Please restate the listing below in full, word for word.

+---+

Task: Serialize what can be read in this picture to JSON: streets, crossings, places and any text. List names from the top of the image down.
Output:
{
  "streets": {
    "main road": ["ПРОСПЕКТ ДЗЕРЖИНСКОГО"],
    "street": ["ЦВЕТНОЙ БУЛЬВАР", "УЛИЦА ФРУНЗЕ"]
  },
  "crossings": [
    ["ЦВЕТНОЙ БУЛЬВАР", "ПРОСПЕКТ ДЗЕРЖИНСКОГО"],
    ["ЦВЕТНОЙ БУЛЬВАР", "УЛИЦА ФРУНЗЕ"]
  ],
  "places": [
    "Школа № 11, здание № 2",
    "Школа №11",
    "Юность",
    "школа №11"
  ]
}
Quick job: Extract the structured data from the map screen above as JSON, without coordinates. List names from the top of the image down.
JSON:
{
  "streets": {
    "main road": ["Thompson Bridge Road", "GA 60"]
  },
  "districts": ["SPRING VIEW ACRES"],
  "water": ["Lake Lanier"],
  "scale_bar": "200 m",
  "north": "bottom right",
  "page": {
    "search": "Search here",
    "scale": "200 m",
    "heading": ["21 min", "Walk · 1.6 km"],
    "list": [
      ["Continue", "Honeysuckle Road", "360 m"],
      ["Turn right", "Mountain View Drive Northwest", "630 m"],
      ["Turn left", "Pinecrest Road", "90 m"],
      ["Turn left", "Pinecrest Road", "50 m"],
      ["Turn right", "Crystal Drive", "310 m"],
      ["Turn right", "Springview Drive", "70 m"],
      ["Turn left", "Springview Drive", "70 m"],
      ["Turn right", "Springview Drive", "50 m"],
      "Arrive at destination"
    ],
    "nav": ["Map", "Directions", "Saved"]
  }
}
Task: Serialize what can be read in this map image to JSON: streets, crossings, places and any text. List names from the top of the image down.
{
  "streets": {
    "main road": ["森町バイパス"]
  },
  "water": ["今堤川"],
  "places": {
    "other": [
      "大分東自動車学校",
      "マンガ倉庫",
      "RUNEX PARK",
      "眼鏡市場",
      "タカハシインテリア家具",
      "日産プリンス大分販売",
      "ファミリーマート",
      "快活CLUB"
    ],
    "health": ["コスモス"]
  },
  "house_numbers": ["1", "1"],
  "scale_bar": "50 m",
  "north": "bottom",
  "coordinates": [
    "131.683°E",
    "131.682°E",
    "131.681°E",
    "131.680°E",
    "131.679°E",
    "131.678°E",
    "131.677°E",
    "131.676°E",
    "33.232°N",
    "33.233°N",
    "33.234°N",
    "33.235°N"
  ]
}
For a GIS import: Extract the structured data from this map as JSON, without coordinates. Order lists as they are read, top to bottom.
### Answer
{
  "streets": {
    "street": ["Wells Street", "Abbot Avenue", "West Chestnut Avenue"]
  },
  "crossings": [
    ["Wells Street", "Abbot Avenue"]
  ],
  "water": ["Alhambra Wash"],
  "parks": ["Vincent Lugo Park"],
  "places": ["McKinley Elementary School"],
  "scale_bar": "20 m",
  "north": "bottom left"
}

+---+

## Problem solution:
Task: Serialize what can be read in this picture to JSON: streets, crossings, places and any text. List names from the top of the image down.
Output:
{
  "streets": {
    "main road": ["ПРОСПЕКТ ДЗЕРЖИНСКОГО"],
    "street": ["ЦВЕТНОЙ БУЛЬВАР", "УЛИЦА ФРУНЗЕ"]
  },
  "crossings": [
    ["ЦВЕТНОЙ БУЛЬВАР", "ПРОСПЕКТ ДЗЕРЖИНСКОГО"],
    ["ЦВЕТНОЙ БУЛЬВАР", "УЛИЦА ФРУНЗЕ"]
  ],
  "places": [
    "Школа № 11, здание № 2",
    "Школа №11",
    "Юность",
    "школа №11"
  ]
}
Quick job: Extract the structured data from the map screen above as JSON, without coordinates. List names from the top of the image down.
JSON:
{
  "streets": {
    "main road": ["Thompson Bridge Road", "GA 60"]
  },
  "districts": ["SPRING VIEW ACRES"],
  "water": ["Lake Lanier"],
  "scale_bar": "200 m",
  "north": "bottom right",
  "page": {
    "search": "Search here",
    "scale": "200 m",
    "heading": ["21 min", "Walk · 1.6 km"],
    "list": [
      ["Continue", "Honeysuckle Road", "360 m"],
      ["Turn right", "Mountain View Drive Northwest", "630 m"],
      ["Turn left", "Pinecrest Road", "90 m"],
      ["Turn left", "Pinecrest Road", "50 m"],
      ["Turn right", "Crystal Drive", "310 m"],
      ["Turn right", "Springview Drive", "70 m"],
      ["Turn left", "Springview Drive", "70 m"],
      ["Turn right", "Springview Drive", "50 m"],
      "Arrive at destination"
    ],
    "nav": ["Map", "Directions", "Saved"]
  }
}
Task: Serialize what can be read in this map image to JSON: streets, crossings, places and any text. List names from the top of the image down.
{
  "streets": {
    "main road": ["森町バイパス"]
  },
  "water": ["今堤川"],
  "places": {
    "other": [
      "大分東自動車学校",
      "マンガ倉庫",
      "RUNEX PARK",
      "眼鏡市場",
      "タカハシインテリア家具",
      "日産プリンス大分販売",
      "ファミリーマート",
      "快活CLUB"
    ],
    "health": ["コスモス"]
  },
  "house_numbers": ["1", "1"],
  "scale_bar": "50 m",
  "north": "bottom",
  "coordinates": [
    "131.683°E",
    "131.682°E",
    "131.681°E",
    "131.680°E",
    "131.679°E",
    "131.678°E",
    "131.677°E",
    "131.676°E",
    "33.232°N",
    "33.233°N",
    "33.234°N",
    "33.235°N"
  ]
}
For a GIS import: Extract the structured data from this map as JSON, without coordinates. Order lists as they are read, top to bottom.
### Answer
{
  "streets": {
    "street": ["Wells Street", "Abbot Avenue", "West Chestnut Avenue"]
  },
  "crossings": [
    ["Wells Street", "Abbot Avenue"]
  ],
  "water": ["Alhambra Wash"],
  "parks": ["Vincent Lugo Park"],
  "places": ["McKinley Elementary School"],
  "scale_bar": "20 m",
  "north": "bottom left"
}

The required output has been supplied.